## GIVEN DATA

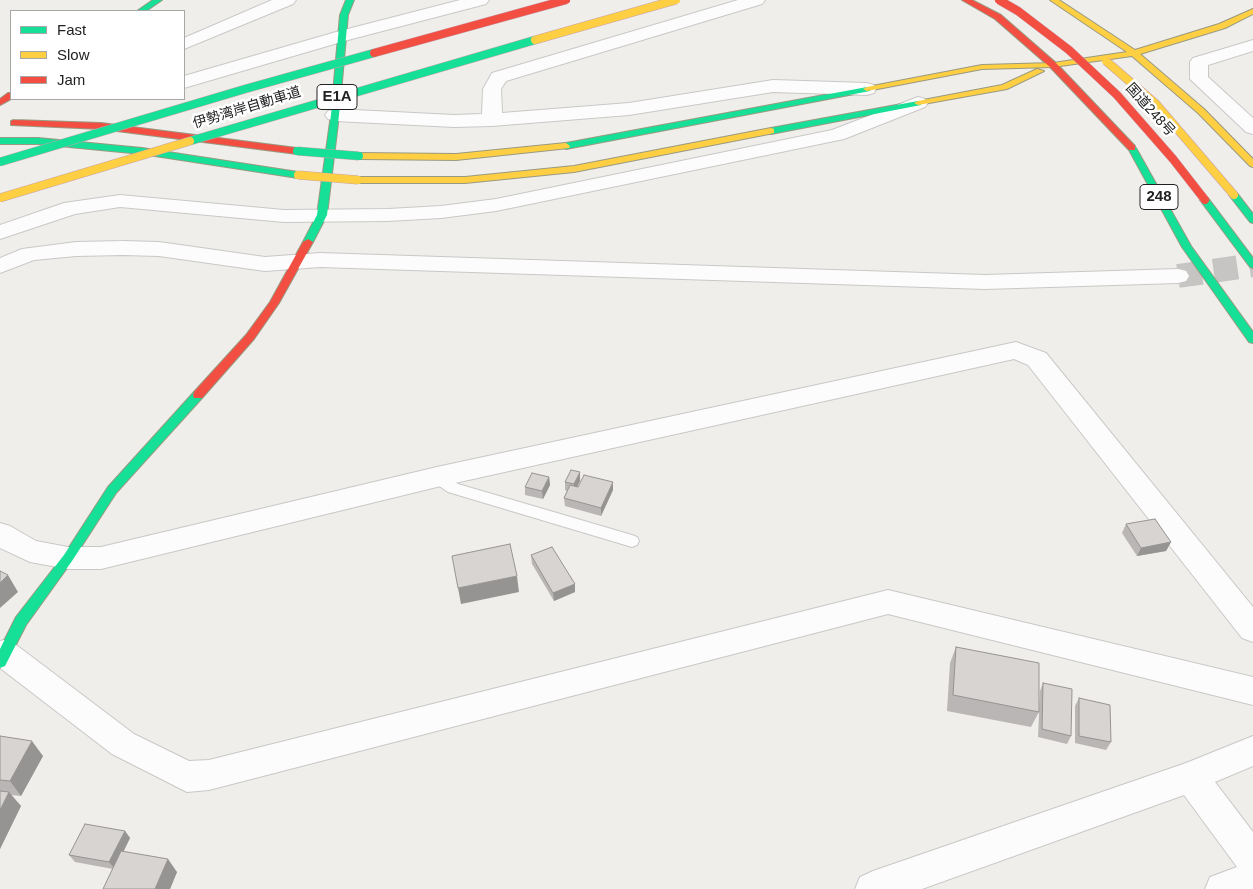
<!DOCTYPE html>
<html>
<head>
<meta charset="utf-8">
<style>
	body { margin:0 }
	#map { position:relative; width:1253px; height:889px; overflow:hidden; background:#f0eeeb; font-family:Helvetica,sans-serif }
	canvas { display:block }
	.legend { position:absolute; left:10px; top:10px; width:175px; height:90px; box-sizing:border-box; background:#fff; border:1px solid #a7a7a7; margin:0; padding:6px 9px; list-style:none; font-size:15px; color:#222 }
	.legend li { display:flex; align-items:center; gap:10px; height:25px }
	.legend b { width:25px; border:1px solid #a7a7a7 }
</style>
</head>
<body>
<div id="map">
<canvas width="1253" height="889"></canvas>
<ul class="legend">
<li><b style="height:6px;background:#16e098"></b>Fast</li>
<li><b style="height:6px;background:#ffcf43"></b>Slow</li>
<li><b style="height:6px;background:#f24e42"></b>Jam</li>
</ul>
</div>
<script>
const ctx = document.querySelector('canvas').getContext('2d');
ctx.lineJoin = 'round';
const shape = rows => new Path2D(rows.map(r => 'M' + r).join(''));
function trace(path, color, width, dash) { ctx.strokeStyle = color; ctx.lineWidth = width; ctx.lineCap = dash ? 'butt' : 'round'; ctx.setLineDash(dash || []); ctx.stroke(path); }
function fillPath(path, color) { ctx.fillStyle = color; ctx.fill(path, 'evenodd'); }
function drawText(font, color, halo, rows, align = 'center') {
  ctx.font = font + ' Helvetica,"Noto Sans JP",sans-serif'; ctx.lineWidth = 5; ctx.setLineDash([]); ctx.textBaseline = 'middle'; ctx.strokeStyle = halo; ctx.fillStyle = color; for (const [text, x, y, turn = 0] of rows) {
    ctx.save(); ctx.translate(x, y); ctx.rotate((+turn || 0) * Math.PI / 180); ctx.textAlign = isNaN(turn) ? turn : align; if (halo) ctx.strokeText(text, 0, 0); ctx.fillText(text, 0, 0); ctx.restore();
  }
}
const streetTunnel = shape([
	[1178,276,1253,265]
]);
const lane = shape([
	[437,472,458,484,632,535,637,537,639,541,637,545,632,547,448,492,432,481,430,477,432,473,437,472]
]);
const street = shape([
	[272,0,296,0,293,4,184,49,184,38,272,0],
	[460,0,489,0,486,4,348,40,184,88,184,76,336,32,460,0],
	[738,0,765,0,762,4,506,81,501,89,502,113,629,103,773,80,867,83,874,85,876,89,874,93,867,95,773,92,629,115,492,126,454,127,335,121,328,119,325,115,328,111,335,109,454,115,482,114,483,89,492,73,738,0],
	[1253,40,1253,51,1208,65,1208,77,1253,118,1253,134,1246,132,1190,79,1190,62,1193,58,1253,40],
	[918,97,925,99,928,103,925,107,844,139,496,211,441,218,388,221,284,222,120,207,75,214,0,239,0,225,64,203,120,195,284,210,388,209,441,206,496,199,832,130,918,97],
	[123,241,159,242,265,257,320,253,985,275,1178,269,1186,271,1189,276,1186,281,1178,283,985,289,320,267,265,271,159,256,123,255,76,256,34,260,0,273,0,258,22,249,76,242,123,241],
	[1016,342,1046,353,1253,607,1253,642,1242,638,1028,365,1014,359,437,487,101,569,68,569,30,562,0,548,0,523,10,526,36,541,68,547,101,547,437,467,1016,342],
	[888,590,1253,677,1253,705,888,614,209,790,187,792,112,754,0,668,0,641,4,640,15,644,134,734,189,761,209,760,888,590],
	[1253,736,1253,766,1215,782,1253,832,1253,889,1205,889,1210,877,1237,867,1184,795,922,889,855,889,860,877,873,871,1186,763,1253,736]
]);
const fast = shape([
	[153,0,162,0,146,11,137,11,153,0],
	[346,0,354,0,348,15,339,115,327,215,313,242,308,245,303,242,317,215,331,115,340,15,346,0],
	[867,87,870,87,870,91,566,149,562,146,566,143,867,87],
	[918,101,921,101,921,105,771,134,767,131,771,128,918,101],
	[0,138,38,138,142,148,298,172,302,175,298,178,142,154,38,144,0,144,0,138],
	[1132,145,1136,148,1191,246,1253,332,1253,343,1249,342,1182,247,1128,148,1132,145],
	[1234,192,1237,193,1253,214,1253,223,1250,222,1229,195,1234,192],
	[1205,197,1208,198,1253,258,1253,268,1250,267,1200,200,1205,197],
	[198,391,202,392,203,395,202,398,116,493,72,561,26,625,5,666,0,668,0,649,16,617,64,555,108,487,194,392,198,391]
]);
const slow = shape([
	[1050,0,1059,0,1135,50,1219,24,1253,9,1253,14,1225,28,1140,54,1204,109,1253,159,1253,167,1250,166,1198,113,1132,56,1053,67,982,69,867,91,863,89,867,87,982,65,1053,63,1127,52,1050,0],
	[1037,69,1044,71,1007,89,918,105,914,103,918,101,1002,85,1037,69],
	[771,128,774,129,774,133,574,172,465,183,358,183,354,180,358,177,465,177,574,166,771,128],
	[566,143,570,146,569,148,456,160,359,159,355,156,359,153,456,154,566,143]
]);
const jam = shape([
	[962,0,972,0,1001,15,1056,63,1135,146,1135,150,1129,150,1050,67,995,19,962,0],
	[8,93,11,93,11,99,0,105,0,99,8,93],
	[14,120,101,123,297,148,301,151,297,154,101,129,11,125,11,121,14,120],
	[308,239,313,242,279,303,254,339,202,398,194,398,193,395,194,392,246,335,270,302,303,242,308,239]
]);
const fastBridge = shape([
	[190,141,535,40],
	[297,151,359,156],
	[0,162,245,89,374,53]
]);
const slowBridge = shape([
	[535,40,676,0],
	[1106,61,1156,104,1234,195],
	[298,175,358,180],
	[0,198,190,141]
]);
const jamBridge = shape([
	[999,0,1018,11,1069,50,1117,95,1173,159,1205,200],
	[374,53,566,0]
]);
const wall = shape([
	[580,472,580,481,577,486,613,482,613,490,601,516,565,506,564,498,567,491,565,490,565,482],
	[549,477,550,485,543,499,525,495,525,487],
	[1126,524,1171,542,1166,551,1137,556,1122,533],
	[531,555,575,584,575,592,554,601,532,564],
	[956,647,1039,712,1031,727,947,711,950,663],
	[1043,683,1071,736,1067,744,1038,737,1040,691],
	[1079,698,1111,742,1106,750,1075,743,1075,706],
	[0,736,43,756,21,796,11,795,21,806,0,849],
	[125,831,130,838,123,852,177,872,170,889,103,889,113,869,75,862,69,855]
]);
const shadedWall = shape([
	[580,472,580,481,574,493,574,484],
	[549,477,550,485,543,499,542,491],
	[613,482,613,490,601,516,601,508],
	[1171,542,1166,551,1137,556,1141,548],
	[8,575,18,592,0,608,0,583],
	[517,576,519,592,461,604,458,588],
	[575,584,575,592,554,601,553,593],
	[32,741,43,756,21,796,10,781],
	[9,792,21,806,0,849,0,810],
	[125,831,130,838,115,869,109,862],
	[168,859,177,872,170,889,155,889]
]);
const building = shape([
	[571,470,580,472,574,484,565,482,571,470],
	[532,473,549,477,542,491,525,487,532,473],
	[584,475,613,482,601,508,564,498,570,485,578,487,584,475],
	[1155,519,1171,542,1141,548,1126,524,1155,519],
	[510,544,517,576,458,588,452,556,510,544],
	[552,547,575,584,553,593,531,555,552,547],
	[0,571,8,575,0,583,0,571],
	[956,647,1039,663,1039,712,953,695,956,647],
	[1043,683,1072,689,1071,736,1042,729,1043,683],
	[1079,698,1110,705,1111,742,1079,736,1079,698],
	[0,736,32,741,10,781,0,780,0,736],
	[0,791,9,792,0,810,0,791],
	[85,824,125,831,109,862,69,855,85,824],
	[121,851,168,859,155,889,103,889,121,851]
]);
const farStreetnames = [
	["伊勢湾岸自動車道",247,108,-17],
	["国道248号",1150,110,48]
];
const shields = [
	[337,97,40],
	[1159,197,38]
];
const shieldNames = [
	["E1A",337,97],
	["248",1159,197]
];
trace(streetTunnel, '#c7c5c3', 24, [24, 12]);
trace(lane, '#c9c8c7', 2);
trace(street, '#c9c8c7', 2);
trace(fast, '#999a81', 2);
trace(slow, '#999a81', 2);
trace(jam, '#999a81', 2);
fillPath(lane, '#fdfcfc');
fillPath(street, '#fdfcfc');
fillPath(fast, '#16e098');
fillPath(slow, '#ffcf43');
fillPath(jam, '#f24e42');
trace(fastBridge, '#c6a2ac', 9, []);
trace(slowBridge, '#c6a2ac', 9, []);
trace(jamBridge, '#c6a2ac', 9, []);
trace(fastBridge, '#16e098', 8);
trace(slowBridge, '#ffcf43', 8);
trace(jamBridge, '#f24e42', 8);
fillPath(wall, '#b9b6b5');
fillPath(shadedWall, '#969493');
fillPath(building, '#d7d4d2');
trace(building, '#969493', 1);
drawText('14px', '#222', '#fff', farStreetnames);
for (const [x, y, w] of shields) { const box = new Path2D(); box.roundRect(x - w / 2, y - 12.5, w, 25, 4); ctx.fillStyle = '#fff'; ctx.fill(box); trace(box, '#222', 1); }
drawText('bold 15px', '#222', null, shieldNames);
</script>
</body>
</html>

## AIM OF THE TASK
Out of the listing above, reproduce exactly the lines from the one with "function fillPath(path, color)" up to and including the one with "ctx.font = font".

## RESULT OF THE TASK
function fillPath(path, color) { ctx.fillStyle = color; ctx.fill(path, 'evenodd'); }
function drawText(font, color, halo, rows, align = 'center') {
  ctx.font = font + ' Helvetica,"Noto Sans JP",sans-serif'; ctx.lineWidth = 5; ctx.setLineDash([]); ctx.textBaseline = 'middle'; ctx.strokeStyle = halo; ctx.fillStyle = color; for (const [text, x, y, turn = 0] of rows) {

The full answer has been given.